In new guidance issued over the weekend, the Scottish Government – ruled by a loose alliance between the Scottish National Party and the Green Party – tries to explain why it believes tenants in the private sector need both the rent cap and the eviction ban.
“Rented households are more likely to have lower household incomes, higher levels of poverty and to be financially vulnerable. Evidence shows that 40 per cent of private rented households in Scotland are estimated to be financially vulnerable, with savings which would cover less than one month of income at the poverty line, compared to 24 per cent of households buying with a mortgage and nine per cent of households owning outright” says the guidance.
It advises that private tenants should continue to pay their rent during this time but gives landlords a list of helplines and support services to which is can direct a tenant “who is struggling to pay their rent, or worried about paying their rent in the future.”
Then the guidance comes to the part about reducing rent.
It says: “In the face of the cost of living crisis, tenants may ask their landlords for a temporary change in the level of rent or the arrangements for payment. Landlords should be willing to consider such requests from the tenant to help sustain a tenancy by providing breathing space for tenants facing unexpected changes in their financial circumstances”

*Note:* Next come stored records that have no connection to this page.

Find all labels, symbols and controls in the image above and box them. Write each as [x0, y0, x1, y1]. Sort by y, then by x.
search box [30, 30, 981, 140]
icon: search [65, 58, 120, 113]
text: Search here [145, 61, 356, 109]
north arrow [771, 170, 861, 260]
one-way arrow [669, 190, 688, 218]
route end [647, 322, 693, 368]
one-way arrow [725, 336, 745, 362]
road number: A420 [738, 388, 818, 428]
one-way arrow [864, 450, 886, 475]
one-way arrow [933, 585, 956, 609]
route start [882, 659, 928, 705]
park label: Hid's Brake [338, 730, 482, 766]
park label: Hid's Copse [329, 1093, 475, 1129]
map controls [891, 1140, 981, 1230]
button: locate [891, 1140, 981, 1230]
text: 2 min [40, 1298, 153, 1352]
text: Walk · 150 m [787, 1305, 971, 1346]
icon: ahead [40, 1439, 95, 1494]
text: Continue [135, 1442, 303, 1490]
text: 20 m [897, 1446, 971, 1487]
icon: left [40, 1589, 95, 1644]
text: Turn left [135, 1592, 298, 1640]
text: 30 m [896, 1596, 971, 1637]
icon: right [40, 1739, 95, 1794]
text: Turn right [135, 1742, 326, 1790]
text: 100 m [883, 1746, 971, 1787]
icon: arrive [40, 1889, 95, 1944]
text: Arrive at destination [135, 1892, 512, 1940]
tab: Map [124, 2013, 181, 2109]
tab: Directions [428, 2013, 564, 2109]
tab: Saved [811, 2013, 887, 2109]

And it then advises that where landlords are willing t”o support a tenant” through a reduction in rent it is essential that both parties understand the details of the change – whether it is a partial reduction in rent, a rent holiday or some other adjustment to payment arrangement – and the timescale during which the change will be in place.
“It is strongly recommended that such agreements are confirmed in writing” the guidance notes.
A complete moratorium on evictions has been extended to September 2023 meaning that landlords have very few options to obtain vacant possession of their properties including such circumstances as when tenants have stopped paying the rent or when the relationship between the tenant and the landlord has broken down.
In addition, private sector rents cannot be raised until July at the earliest with notice having to be given this month – with any rent increases capped at three per cent. A rent freeze has already been in place since September 2022 until the end of last month, March.